Been lurking here for a while and am finally posting. Has anyone ridden the Premium Brew frame from SE? It seems bikeisland is selling the frame (I think) with decals removed for about $300. It's lugged 4130. Only thing that concerns me is that I read somewhere it uses a JIS fork, which means the headtube/fork crown might not have many options for headsets in the future.

I'm trying to decide between the SE and the IRO Mark V as they are both at around the same price range. Of course, I know how loved the IRO is-- but I have seen only speculation about the SE PB. I was hoping there would be someone who actually has first hand experience with the bike. I just love the paint and lug detail on it. :thumbsup:


----------



## DIRT BOY (Aug 22, 2002)

get the SE PB from Benscycles.com instead. Newer model and uses a 27.2 post instead of the 28.6 odd-ball size.

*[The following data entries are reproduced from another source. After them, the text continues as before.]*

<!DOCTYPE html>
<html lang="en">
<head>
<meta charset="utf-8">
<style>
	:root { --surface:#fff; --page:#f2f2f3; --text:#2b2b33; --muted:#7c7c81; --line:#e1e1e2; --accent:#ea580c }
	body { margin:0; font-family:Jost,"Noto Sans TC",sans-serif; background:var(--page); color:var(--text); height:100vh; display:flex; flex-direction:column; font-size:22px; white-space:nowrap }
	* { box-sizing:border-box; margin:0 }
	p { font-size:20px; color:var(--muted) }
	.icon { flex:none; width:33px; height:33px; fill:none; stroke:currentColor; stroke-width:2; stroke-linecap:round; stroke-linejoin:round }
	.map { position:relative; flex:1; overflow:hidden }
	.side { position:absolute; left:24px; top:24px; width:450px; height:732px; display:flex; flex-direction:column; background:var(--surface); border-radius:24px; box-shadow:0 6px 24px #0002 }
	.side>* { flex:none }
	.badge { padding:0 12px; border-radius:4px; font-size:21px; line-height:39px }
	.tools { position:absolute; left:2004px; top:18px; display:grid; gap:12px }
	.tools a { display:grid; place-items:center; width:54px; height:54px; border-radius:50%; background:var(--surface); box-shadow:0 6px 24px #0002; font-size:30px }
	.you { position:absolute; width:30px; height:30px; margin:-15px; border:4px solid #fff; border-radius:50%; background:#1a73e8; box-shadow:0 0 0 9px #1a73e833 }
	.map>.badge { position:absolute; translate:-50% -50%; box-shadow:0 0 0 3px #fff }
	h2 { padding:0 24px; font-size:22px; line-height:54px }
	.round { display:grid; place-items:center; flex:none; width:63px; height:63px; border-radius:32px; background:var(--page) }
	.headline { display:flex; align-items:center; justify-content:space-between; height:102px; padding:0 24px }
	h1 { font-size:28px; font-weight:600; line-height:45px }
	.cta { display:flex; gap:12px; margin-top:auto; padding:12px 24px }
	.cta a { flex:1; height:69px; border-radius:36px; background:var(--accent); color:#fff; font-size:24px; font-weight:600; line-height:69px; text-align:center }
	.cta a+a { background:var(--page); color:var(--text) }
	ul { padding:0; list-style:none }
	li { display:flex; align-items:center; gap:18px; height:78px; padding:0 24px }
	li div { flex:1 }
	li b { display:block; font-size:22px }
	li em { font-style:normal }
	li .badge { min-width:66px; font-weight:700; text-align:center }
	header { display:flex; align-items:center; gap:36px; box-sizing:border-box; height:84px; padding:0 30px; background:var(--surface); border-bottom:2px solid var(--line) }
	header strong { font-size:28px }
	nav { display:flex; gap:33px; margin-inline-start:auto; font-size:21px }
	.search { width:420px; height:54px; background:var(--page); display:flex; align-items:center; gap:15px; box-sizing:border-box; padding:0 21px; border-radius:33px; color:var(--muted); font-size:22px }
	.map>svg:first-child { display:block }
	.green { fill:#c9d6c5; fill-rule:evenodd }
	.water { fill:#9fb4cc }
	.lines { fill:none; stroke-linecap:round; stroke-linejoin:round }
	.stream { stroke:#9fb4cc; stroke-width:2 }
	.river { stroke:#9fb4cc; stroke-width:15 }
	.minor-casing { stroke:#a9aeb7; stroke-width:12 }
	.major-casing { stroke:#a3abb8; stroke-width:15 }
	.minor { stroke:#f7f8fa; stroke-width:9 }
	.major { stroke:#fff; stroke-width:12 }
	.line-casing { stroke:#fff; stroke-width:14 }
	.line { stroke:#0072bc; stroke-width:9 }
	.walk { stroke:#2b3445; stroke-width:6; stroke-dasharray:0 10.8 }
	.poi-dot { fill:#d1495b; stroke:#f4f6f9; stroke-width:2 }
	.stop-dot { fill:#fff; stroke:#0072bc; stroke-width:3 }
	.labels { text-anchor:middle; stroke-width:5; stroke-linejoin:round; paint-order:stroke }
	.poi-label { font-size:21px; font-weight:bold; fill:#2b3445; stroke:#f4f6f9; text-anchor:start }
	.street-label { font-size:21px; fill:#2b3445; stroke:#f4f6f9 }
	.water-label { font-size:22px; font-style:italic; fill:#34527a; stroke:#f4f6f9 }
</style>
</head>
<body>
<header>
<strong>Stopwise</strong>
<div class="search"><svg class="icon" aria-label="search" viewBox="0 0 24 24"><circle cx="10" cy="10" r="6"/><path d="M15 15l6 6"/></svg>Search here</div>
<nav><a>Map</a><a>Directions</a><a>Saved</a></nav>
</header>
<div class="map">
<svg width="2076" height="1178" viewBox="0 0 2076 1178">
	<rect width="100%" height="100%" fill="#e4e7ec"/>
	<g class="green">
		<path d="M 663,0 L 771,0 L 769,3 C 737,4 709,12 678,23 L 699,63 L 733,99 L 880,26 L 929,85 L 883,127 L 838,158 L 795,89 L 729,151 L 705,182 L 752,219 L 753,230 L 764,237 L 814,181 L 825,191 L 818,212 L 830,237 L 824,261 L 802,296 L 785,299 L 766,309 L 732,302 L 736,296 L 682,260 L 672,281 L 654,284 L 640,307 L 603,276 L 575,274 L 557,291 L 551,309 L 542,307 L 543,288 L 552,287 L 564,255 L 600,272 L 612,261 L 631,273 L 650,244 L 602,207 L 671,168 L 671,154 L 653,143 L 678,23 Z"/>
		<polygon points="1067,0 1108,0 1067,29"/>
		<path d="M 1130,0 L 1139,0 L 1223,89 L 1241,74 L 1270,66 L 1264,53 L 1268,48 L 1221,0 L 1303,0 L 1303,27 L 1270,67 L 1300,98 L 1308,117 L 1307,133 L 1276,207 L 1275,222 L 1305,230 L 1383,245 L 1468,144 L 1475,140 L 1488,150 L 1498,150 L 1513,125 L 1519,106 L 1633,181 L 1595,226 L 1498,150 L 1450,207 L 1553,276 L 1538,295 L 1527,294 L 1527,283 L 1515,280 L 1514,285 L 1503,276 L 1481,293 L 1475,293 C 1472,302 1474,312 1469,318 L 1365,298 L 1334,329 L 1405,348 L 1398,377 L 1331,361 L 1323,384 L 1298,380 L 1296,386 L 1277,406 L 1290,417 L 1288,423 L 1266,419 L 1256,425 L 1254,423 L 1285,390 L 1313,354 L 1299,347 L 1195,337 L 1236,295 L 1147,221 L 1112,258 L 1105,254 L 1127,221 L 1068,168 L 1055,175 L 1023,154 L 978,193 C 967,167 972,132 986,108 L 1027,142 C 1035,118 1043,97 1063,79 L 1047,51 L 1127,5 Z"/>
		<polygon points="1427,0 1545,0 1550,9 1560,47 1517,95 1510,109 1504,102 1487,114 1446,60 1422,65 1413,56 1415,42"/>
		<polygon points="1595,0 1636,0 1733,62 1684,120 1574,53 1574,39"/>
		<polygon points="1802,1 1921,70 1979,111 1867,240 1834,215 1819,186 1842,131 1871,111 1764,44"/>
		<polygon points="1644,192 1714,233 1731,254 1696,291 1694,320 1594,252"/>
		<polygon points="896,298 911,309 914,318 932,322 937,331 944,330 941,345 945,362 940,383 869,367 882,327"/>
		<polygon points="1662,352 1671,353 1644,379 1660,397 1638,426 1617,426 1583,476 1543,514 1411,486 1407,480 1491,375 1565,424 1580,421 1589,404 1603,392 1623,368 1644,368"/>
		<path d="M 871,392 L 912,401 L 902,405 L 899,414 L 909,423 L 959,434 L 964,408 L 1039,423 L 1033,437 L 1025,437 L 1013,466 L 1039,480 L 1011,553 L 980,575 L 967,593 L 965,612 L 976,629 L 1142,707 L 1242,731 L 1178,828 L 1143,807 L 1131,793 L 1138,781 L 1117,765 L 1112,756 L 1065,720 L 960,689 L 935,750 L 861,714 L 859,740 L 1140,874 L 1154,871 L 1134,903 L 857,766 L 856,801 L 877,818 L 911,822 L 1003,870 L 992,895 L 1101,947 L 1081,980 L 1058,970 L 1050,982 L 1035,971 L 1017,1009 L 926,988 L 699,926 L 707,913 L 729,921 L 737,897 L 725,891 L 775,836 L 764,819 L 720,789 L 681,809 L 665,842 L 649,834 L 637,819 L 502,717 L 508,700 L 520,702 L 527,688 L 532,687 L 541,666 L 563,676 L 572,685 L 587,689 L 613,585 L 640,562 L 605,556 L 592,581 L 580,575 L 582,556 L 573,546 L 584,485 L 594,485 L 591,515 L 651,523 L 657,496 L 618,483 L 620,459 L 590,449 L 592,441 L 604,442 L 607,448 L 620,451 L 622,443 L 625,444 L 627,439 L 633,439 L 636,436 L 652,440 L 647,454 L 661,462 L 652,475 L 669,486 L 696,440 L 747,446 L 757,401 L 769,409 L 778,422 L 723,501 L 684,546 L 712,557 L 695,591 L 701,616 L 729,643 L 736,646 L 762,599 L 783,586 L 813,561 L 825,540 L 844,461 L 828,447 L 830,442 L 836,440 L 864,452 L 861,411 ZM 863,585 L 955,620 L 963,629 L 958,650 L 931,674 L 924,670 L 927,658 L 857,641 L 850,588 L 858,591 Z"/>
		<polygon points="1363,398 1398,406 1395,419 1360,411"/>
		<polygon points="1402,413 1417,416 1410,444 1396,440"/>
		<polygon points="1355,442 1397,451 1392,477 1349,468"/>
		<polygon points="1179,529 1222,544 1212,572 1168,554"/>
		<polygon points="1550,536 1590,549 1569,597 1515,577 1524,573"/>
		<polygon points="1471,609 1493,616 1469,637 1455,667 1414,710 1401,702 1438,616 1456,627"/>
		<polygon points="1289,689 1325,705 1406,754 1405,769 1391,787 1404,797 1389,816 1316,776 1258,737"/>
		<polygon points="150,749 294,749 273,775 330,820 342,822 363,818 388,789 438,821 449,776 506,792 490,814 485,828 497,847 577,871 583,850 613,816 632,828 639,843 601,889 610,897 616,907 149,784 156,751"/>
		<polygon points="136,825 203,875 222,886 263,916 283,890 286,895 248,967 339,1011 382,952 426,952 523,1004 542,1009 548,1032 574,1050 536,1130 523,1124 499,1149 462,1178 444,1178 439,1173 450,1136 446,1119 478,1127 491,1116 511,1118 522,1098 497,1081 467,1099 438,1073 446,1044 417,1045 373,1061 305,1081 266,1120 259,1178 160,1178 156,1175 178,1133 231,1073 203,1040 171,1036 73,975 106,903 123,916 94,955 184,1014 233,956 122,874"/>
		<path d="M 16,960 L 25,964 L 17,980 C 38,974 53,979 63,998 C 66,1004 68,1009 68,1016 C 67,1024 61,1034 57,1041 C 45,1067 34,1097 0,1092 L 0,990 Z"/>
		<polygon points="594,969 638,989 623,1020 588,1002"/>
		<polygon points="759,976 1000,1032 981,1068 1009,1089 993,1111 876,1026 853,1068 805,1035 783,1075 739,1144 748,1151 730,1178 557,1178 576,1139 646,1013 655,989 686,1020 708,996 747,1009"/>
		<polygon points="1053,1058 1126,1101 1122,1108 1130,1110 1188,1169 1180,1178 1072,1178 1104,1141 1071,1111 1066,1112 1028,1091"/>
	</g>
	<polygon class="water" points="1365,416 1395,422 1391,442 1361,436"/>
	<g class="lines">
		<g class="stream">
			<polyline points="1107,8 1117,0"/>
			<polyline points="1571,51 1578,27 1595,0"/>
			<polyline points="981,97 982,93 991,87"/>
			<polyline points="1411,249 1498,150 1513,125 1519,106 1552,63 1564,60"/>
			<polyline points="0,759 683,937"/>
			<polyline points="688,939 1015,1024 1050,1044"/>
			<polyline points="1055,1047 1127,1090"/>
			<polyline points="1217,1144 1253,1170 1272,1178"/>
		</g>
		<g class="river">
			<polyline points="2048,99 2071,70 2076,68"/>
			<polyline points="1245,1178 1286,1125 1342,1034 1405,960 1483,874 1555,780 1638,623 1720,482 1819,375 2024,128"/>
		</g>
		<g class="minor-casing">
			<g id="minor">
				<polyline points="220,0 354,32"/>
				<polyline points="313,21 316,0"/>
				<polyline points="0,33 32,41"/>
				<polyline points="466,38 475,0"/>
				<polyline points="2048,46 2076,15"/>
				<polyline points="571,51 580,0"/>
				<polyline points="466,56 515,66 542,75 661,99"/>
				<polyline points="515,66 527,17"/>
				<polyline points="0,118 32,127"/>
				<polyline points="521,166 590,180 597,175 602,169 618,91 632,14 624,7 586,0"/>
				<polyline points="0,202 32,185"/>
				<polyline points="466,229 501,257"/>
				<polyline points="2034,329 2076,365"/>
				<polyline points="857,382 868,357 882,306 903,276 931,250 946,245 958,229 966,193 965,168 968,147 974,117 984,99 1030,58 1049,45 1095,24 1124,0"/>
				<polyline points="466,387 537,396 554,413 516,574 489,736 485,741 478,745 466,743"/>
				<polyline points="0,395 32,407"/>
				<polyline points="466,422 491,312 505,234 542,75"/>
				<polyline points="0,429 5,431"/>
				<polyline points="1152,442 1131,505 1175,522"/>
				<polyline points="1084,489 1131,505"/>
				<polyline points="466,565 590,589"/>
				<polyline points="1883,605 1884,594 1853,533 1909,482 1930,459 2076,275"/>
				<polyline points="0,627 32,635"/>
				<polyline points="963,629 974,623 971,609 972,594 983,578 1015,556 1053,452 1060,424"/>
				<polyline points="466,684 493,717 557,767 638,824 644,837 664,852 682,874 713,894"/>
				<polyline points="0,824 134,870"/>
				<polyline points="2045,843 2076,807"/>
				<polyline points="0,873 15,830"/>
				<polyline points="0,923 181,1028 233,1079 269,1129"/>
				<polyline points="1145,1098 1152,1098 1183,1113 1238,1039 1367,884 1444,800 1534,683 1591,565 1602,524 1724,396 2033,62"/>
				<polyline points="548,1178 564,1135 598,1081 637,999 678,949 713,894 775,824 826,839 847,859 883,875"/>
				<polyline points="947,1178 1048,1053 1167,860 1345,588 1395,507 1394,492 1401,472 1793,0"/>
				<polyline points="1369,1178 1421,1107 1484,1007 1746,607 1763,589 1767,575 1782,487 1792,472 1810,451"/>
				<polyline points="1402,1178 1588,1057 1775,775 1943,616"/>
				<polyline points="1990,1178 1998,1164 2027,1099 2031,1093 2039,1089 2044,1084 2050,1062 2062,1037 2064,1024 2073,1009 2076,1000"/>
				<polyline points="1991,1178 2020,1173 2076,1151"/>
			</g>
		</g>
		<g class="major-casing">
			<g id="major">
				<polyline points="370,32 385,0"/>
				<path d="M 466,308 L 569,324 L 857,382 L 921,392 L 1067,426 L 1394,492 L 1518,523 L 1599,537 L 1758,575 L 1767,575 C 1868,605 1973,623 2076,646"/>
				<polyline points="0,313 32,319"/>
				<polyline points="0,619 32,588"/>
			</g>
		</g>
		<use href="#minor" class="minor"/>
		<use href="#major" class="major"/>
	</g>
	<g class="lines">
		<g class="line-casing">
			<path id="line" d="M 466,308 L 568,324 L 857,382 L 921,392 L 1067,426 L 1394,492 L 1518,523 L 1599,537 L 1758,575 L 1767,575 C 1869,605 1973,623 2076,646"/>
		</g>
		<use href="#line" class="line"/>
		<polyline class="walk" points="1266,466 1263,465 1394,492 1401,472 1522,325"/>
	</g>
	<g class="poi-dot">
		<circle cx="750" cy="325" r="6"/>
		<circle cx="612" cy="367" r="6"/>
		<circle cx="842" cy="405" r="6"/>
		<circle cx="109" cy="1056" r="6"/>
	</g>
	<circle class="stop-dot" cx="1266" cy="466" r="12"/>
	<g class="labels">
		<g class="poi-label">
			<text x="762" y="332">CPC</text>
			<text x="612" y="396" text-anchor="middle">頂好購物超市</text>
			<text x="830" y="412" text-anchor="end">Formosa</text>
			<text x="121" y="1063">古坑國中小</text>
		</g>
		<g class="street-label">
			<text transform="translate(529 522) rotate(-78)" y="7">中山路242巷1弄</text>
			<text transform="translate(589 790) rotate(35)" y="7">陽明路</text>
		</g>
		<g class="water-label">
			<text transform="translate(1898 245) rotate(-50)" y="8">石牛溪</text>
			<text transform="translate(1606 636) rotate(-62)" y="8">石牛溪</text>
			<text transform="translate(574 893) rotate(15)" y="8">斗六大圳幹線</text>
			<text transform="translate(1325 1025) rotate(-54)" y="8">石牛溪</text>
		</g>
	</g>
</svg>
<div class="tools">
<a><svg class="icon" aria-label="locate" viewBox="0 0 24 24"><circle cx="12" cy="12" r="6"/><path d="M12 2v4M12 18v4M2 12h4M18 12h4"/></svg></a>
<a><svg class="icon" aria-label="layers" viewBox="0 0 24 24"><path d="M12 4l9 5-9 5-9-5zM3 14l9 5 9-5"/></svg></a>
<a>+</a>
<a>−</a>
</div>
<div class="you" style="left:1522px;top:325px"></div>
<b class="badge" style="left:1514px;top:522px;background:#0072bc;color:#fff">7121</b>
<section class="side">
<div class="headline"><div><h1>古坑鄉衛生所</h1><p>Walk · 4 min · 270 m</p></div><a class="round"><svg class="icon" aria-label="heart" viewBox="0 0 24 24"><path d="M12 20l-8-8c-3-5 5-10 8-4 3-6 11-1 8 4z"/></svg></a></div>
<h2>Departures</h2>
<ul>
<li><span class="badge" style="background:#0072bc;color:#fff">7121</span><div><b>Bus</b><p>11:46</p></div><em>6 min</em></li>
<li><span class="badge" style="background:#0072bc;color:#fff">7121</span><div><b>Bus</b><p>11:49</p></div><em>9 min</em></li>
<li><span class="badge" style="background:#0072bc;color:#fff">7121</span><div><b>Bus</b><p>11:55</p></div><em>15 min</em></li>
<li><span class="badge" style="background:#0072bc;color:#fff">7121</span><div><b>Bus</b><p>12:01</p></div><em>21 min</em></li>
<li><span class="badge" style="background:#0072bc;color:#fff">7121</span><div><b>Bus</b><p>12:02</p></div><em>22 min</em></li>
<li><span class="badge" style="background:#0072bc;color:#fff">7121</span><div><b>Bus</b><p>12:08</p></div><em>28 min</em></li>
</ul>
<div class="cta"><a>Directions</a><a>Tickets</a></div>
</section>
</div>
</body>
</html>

I almost bought one. They are beautiful.


----------



## asterisk (Oct 21, 2003)

There are enough headsets w/ JIS races out there that finding one won't be a problem. I'm pretty sure you can still find a Shimano in the QBP catalog.


----------



## shoegazer (Nov 2, 2007)

I took a completely stock SE PB for a test spin and really liked it. My LBS knows I'm looking for an upgrade to my Lager and they built my size (61).
My only complaint is that I really don't like the gold rims supplied - the bars were okay but I like my Nitto bullhorns better, weight was good, brakes were better, handling was nice & responsive. IIRC, it has both a fixed cog & fw supplied. I climbed & sprinted well - spent about 30mins or so on it. 
I passed because I didn't love it completely but I definitely will consider buying the frame & build from there until I can find my dream machine. I didn't know that buying only the frame was even an option.
I've enjoyed my Lager very much but I've ridden it tirelessly. The frame is sound despite a few wrecks but it's time to replace most everything. I did replace the fork with a carbon one after a bad wreck but it has always been a trusty work horse. It'll become my commuter once I get another.
HTH


----------



## shoegazer (Nov 2, 2007)

Ben's Cycle SE PB frame link

Description notes 1.0” Threaded Fork / 1.0” JIS Threaded Sealed Cartridge Headset Included
I'd call with your concerns & availability of options - I just may do the same at this price.


----------



## Richard (Feb 17, 2006)

I'd be willing to bet it's the same frame as the Fuji Obey. SE is part of Fuji and, while I'm relying on the pics of the SE and checking out the Obey in person, they sure look similar.

I like it. But then again I'm a sucker for lugged steel.


----------